Venise a son carnaval, Mauléon-Barousse aussi ! Dans notre vallée, cette divertissante journée est sur toutes les lèvres, notamment sur celles des benjamins. Le froid de l’hiver n’a pas entièrement disparu, pourtant les adultes sont rassurés, conscients que leurs enfants seront rapidement réchauffés par l’enthousiasme et l’agitation de leur jeune âge.
Le temps d’un refrain, chacun portera sur ses épaules le costume qui le transformera en quelqu’un d’autre. Confectionné avec soin, emprunté dans une armoire, chiné dans le grenier ou pour les plus chanceux, acheté dans un beau magasin, chacun s’inspirera de son environnement familier ou de son monde imaginaire pour enfiler son déguisement fétiche.
Chez ma grand-mère, les tableaux accrochés sur les murs, représentant les Glaneuses et l’Angelus de Millet, créent une évidence dans mon esprit. Vêtue de mon accoutrement, je rejoins mes camarades. Qui est qui ? Je lève des yeux admiratifs sur un marin épris de voyage, un berger sans son troupeau, une mariée remplie d’espoir, un sympathique vagabond, une jolie majorette, un puissant Goldorak, un habile Spiderman, une demoiselle coquette, un amusant petit clown… Nous voici prêts pour défiler, sous les regards conciliants des doyennes du village, Adrienne et Adèle.

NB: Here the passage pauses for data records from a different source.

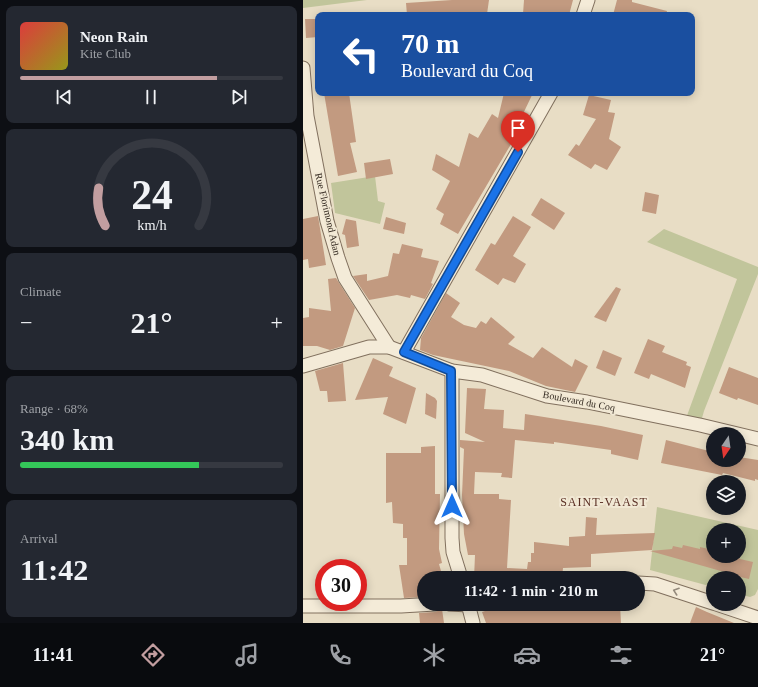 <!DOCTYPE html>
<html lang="en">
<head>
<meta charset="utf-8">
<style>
	body { margin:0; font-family:Georgia,serif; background:#242831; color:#f1f3f6; height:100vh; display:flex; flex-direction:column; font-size:15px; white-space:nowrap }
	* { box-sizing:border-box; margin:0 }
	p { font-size:13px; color:#9ea1a6 }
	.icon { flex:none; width:22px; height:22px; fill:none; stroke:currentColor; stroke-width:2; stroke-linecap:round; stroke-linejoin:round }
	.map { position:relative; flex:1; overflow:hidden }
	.panel { display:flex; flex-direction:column; gap:6px; padding:6px; background:#0d0f14; width:303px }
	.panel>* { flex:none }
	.top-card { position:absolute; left:12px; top:12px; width:380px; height:84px; border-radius:8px; box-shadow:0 2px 10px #0003; background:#1a4fa0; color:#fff; overflow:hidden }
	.needle { width:26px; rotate:193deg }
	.controls { position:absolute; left:403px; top:427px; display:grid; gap:8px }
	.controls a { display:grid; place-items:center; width:40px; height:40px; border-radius:50%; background:#171b24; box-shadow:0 2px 10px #0003; font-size:20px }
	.speed { position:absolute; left:12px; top:559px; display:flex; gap:8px; font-size:20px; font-weight:700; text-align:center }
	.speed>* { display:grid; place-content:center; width:52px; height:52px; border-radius:50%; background:#171b24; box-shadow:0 2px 10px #0003; line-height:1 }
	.speed .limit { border:6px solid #d22; background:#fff; color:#111 }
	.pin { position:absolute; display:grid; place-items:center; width:34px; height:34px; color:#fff; margin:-41px -17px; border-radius:50% 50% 50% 0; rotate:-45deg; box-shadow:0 0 4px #0007 }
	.pin .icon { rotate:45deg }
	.me { position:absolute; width:44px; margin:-22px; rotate:0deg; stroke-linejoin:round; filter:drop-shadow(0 0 3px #0008) }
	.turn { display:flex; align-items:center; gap:14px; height:84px; padding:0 20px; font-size:18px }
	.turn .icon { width:52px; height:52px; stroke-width:2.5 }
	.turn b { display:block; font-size:28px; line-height:34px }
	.big { font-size:30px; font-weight:700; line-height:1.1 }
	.panel .widget { flex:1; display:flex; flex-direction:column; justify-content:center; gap:6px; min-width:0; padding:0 14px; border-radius:8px; background:#242831 }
	.panel .dial { align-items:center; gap:0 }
	.dial svg { height:104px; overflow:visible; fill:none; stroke:#363941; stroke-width:7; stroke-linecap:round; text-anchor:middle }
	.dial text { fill:#f1f3f6; stroke:none }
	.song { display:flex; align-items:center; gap:12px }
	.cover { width:48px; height:48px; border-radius:6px; background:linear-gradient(135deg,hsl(0 70% 55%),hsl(60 70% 35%)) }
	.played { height:4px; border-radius:2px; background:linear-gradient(90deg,#c29ea0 75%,#363941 75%) }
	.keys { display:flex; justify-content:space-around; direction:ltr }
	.heat { display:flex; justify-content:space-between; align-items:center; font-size:22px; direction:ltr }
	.charge { height:6px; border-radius:3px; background:linear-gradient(90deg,#34c759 68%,#363941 0) }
	.trip { position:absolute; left:114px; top:571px; width:228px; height:40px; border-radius:20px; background:#171b24; box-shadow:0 2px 10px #0003; font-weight:700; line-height:40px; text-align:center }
	.tab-bar { display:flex; height:64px; justify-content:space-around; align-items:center; background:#090b0e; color:#9ea1a6 }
	.tab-bar .icon { width:28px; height:28px }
	.tab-bar .on { color:#c29ea0 }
	.tab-bar b { font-size:18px; color:#f1f3f6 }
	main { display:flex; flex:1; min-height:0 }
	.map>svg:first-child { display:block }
	.green { fill:#c1c59b; fill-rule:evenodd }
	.building { fill:#c29a80 }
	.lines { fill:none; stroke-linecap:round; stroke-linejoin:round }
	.street-casing { stroke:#81705e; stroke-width:15 }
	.street { stroke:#f4ebd8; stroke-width:13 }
	.oneway { stroke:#948a7c }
	.route-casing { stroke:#114b97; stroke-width:10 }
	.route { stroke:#1a73e8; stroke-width:7 }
	.labels { text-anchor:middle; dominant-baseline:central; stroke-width:4; stroke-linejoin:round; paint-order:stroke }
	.street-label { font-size:10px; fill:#332920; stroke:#f1e8d4 }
	.quarter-label { font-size:12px; letter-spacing:1px; fill:#5a2f24; stroke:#f1e8d4 }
</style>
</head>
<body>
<main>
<section class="panel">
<div class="widget">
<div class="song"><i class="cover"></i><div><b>Neon Rain</b><p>Kite Club</p></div></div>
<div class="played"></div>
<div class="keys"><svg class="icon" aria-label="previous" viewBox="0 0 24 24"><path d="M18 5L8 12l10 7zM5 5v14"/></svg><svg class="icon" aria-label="pause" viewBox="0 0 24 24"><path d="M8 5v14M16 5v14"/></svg><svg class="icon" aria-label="next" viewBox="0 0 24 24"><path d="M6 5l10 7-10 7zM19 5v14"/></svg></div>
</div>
<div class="widget dial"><svg viewBox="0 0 100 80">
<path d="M14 69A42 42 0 1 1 86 69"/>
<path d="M14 69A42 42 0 0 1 9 40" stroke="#c29ea0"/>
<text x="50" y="56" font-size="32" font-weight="700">24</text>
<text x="50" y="72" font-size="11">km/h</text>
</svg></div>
<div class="widget"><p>Climate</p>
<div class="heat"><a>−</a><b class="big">21°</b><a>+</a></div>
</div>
<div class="widget"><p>Range · 68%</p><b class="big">340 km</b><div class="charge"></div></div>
<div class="widget"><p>Arrival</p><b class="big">11:42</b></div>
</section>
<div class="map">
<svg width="455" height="623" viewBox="0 0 455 623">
	<rect width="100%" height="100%" fill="#e8ddc5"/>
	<g class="green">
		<polygon points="0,0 64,0 0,8"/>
		<polygon points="72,176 75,201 82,203 77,224 32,213 28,183"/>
		<polygon points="361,229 455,267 455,274 401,411 397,425 382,421 434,279 344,242"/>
		<path d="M354,507L455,530V589L452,595L447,597L436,594V578H410V587L347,570ZM410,530H436V556H410Z"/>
	</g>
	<g class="building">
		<polygon points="149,0 186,0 184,14 104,15 103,3"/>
		<polygon points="221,0 270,0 266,15 220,14"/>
		<polygon points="314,0 329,0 329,2 364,11 363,15 310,15"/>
		<polygon points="2,19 15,19 15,37 3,38"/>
		<polygon points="21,93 46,93 53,142 47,143 54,172 35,176"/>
		<polygon points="201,93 230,93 219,116 222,117 211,139 155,234 137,224 141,214 133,209 147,181 129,170 133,154 156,167 166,133 175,138 189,114 195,118"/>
		<polygon points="286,95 308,100 305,112 312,113 306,139 318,147 304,170 292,164 288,169 265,155 273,144 276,146 293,119 280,115"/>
		<polygon points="87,159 90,174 63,179 61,163"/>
		<polygon points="342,192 356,195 353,214 339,211"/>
		<polygon points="238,198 262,213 251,230 228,215"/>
		<polygon points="15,216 23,265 6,268 5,259 0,260 0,219"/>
		<polygon points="210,216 228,227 210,256 223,264 212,283 200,278 195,285 172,270 188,243 192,245"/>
		<polygon points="83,217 103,223 101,234 80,229"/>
		<polygon points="43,219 53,221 56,246 44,248 42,235 39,234"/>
		<polygon points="99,244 120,249 118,257 136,261 128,283 130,284 122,299 108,295 107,298 94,295 66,300 50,276 64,274 64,281 85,276 90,253 96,254"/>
		<polygon points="33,278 52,308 40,346 27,350 14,346 0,346 0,318 6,317 6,308 28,311 25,279"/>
		<polygon points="313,287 318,289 303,322 291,317"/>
		<polygon points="143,293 157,303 148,317 161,325 173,328 178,321 183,324 188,317 212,337 205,344 230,358 239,347 269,367 272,359 285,366 272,392 243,386 206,371 130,355 117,350 118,338"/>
		<polygon points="345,339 362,346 359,352 384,362 383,365 388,367 382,388 348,374 346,379 331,373"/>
		<polygon points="300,350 319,358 312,376 293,368"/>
		<polygon points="70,358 90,367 86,376 113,388 103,424 80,414 85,397 52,400"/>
		<polygon points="40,363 43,401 25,402 24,391 17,391 12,371"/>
		<polygon points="426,367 455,378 455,405 435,398 434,400 416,393"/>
		<polygon points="164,388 183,389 181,409 201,410 200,428 221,430 222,414 298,426 340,435 335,460 308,454 308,450 251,442 251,444 212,440 209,478 198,477 199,473 172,472 171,494 196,494 196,499 208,500 204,568 224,569 225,562 228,562 228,553 231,553 231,542 266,546 266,537 282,536 283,517 294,518 293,535 352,533 349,550 288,554 288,567 260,568 259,578 171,578 172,555 165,555 161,534 159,495 161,449 157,447 157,440 182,442 162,433"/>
		<polygon points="123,393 132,398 134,401 133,419 122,414"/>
		<polygon points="363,440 410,452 410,460 436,460 436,457 455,460 455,480 452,479 452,481 420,473 419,475 358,463"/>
		<polygon points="132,446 132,494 137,494 136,549 139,563 136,564 140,578 121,578 121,597 101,598 96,565 104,565 104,538 100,538 100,524 90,523 89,502 83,503 83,453 118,453 118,447"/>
		<polygon points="380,545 397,549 397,547 410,550 410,556 435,556 437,559 450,562 446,579 433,576 428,578 425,573 347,551 369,549 370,546 379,548"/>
		<polygon points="203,604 299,604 299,605 317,604 318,623 183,623 179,612"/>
		<polygon points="393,607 404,612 431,623 387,623"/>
		<polygon points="139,609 141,623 117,623 116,613 132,612"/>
	</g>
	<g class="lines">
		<g class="street-casing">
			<g id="street">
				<polyline points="280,15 285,0"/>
				<polyline points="0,68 4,116 24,221 35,258 42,278 86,347"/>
				<polyline points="101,352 248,93"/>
				<polyline points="0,366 66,347 86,347 149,371 179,375 244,396 284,402 397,425 455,439"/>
				<polyline points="149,371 149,538 150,552 158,578"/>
				<polyline points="335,583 352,584 410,603"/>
				<polyline points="146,604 166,605"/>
				<polyline points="165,604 170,623"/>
				<polyline points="413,604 455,618"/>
				<polyline points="0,606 98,606 132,604"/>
			</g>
		</g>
		<use href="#street" class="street"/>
	</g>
	<defs><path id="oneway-chevron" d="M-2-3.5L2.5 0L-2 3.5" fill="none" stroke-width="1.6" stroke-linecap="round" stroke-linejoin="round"/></defs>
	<use class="oneway" href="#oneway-chevron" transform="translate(373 591) rotate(-161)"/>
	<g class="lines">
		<g class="route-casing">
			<polyline id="route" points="149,506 148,371 101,352 215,152"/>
		</g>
		<use href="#route" class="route"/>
	</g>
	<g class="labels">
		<g class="street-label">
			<text transform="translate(25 214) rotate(77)">Rue Florimond Adan</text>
			<text transform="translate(276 401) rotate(11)">Boulevard du Coq</text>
		</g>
		<g class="quarter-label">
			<text x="301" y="502">SAINT-VAAST</text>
		</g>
	</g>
</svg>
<div class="controls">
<a><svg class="needle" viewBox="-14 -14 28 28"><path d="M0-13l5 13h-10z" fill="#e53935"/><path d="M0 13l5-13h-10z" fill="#9ea1a6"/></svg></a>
<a><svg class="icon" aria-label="layers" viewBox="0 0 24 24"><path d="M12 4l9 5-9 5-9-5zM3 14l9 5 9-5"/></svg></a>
<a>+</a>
<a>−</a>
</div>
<div class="speed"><div class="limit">30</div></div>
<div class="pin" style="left:215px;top:152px;background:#d93025"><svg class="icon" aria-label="arrive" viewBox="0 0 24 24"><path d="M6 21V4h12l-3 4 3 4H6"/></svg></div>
<svg class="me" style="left:149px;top:506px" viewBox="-20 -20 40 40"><path d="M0-17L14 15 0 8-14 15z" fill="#1a73e8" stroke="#fff" stroke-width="4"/></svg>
<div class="trip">11:42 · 1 min · 210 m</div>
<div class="top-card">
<div class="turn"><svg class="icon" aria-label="left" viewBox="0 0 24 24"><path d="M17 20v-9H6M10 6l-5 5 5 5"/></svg><div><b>70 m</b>Boulevard du Coq</div></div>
</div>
</div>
</main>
<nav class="tab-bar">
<b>11:41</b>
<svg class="icon on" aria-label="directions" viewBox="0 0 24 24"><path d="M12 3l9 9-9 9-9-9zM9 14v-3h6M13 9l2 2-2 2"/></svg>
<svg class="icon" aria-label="music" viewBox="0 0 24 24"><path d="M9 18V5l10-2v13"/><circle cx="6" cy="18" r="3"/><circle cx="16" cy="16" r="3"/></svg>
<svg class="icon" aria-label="phone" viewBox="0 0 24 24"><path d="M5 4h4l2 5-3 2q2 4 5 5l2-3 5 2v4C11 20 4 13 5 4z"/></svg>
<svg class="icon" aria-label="climate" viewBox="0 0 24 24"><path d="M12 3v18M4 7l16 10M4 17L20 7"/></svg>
<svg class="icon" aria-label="car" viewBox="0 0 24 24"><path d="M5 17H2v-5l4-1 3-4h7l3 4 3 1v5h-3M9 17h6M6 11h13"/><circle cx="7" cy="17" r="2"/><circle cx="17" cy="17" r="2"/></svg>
<svg class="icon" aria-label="filters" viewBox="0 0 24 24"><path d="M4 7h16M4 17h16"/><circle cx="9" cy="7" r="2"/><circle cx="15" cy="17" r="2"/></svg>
<b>21°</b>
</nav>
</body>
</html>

En route, mauvaise troupe ! Nous déambulons à travers les quartiers. Du Sourtaou, au Pont de pierre et au Satou, nous grimpons jusqu’en Sartigue, puis revenons sur nos pas, pour marcher tranquillement le long du Pujo. Courage, il reste encore Sahorge et Sascale, mais il ne faudra pas nous en demander davantage, nous oublierons les Pradettes ! Les Mauléonnais nous accueillent chaleureusement en nous offrant des friandises ou des pièces de monnaie qui nous permettront de préparer un bien délicieux goûter. Cette année, il sera englouti chez Xavier, le garde forestier. Dans son uniforme kaki, il nous ouvre sa porte sur un bon feu qui brûle dans sa cheminée, avec le refrain d’une chanson qui résonne jusqu’à nos oreilles : « … et s’appelait, les copains d’abord, les copains d’abord ! » [1]

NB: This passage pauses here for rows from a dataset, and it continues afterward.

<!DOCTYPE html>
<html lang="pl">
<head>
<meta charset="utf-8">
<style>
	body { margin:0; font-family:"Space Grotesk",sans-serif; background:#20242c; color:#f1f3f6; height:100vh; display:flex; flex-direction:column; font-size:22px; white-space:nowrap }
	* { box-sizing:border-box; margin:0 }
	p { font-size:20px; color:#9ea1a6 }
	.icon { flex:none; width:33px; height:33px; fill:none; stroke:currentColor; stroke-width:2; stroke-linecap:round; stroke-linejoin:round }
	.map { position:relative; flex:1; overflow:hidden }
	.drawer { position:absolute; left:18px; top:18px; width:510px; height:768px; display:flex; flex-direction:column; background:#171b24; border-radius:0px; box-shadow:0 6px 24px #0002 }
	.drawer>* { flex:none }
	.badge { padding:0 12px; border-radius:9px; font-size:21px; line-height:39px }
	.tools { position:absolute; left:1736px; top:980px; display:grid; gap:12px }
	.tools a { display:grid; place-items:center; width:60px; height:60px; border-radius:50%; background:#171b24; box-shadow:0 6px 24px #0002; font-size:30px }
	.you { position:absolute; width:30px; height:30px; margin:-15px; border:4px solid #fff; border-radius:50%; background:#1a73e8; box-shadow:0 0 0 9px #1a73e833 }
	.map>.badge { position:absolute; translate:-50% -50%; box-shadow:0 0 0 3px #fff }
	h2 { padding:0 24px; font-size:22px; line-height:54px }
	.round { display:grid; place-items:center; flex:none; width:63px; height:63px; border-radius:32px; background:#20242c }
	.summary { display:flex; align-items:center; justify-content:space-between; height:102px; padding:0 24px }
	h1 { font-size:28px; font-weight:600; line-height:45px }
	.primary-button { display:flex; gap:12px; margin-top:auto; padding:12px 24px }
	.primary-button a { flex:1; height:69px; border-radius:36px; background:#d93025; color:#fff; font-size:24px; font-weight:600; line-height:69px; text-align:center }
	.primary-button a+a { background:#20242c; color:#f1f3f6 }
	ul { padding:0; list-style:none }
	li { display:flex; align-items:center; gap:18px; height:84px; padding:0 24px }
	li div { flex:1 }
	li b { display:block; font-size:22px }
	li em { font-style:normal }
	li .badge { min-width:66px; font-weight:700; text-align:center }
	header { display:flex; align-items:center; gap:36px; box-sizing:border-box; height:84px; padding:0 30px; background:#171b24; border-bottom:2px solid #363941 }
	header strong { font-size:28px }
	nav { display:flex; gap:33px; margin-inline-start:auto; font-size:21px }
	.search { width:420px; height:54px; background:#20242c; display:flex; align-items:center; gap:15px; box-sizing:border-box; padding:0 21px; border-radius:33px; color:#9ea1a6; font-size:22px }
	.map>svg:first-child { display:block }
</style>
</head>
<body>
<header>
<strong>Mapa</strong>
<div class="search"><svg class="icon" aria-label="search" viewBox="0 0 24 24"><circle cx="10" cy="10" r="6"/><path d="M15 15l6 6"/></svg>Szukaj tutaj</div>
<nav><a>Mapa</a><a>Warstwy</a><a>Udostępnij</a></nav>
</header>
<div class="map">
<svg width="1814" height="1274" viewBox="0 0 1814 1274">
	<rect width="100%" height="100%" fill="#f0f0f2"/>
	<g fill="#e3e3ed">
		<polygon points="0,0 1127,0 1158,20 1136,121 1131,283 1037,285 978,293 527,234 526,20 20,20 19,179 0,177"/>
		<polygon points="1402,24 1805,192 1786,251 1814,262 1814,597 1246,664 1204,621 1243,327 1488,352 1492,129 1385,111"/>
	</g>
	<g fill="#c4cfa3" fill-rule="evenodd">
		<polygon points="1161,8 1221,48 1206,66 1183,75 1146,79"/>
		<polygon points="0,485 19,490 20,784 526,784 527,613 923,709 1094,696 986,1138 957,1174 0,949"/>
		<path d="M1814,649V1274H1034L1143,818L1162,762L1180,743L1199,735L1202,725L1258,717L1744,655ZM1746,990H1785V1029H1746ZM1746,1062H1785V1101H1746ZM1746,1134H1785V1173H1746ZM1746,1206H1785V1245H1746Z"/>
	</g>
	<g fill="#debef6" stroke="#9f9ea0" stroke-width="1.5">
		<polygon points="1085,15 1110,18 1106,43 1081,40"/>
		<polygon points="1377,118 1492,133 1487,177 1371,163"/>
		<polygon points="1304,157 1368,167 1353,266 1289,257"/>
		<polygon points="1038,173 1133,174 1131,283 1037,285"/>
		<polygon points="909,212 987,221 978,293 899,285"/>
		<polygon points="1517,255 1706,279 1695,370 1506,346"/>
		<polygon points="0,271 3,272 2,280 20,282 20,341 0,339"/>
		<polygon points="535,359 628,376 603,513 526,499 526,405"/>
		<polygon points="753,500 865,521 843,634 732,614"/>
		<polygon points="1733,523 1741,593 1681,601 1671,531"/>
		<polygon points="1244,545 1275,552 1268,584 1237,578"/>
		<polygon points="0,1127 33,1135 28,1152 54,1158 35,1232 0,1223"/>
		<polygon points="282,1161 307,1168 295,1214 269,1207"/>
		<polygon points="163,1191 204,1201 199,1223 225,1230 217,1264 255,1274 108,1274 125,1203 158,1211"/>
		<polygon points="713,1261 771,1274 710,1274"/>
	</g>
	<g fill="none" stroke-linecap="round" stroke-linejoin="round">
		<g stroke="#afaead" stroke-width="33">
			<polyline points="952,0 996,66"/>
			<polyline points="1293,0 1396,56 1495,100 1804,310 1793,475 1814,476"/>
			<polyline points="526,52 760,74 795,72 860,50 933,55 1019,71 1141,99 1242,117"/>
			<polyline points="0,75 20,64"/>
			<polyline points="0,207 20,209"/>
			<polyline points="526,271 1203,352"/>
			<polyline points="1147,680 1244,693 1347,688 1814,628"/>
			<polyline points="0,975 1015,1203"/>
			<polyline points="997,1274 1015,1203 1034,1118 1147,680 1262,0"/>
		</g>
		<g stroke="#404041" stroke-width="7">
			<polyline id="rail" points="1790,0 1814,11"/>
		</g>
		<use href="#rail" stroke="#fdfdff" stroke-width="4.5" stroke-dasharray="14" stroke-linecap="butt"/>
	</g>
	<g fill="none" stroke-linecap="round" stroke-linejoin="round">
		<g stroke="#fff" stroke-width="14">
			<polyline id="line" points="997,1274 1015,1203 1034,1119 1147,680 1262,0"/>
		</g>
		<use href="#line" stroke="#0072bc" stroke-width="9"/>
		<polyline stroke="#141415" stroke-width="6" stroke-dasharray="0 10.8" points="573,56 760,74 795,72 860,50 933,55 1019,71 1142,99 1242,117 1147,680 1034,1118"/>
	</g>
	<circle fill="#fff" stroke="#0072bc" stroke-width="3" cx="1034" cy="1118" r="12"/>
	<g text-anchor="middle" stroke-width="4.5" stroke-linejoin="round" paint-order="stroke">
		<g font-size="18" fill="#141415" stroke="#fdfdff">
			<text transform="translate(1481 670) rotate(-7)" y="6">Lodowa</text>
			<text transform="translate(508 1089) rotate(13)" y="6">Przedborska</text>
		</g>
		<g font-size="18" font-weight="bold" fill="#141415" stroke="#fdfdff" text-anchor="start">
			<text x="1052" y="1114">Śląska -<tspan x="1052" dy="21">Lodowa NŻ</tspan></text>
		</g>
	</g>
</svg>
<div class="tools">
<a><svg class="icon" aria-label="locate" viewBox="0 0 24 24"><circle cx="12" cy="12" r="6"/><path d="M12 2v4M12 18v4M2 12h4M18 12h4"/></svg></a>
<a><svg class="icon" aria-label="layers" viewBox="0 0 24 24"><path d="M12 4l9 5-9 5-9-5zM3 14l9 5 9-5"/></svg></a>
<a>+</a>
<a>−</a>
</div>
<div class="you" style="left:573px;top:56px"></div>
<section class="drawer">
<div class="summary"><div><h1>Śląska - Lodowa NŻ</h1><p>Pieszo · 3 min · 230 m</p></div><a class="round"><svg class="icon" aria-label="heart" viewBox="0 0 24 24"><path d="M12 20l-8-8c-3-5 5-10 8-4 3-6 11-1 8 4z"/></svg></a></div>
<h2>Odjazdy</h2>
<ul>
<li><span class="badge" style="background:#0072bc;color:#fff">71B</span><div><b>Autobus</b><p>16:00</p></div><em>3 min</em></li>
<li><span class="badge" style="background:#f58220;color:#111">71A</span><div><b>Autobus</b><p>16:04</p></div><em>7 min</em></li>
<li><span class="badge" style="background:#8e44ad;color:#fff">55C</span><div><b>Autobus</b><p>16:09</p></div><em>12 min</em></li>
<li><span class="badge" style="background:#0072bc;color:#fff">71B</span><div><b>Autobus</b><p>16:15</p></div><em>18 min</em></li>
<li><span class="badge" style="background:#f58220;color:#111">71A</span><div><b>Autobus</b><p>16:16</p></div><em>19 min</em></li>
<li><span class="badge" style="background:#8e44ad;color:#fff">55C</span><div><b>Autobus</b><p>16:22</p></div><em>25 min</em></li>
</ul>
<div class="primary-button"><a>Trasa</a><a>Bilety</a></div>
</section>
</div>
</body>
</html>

Xavier s’émerveille de notre candeur. Des miettes de gâteaux s’étalent sur son parquet, mais le désordre n’a pas l’air de l’importuner. À nos côtés, il retrouve l’innocence de ses dix ans. Pour immortaliser ce moment, il nous propose de prendre une photo et lorsque nous sommes serrés les uns contre les autres, sagement cadrés, il appuie sur le bouton de son étrange instrument. Ouistiti !
Ce jour-là, nous apprenons à développer des clichés dans sa chambre noire et nous repartons enchantés, avec le souvenir de nos exploits et de ce moment de bonheur partagé.
Marie-Carmen, Jérôme, Karine, José-Louis, Delphine, Cédric, Bénédicte, Bruno, Laurent… rendez-vous dans dix, vingt, trente ans… sur la place des grands hommes ! la nôtre, celle de Palouman !
[1] Georges Brassens, Les copains d’abord.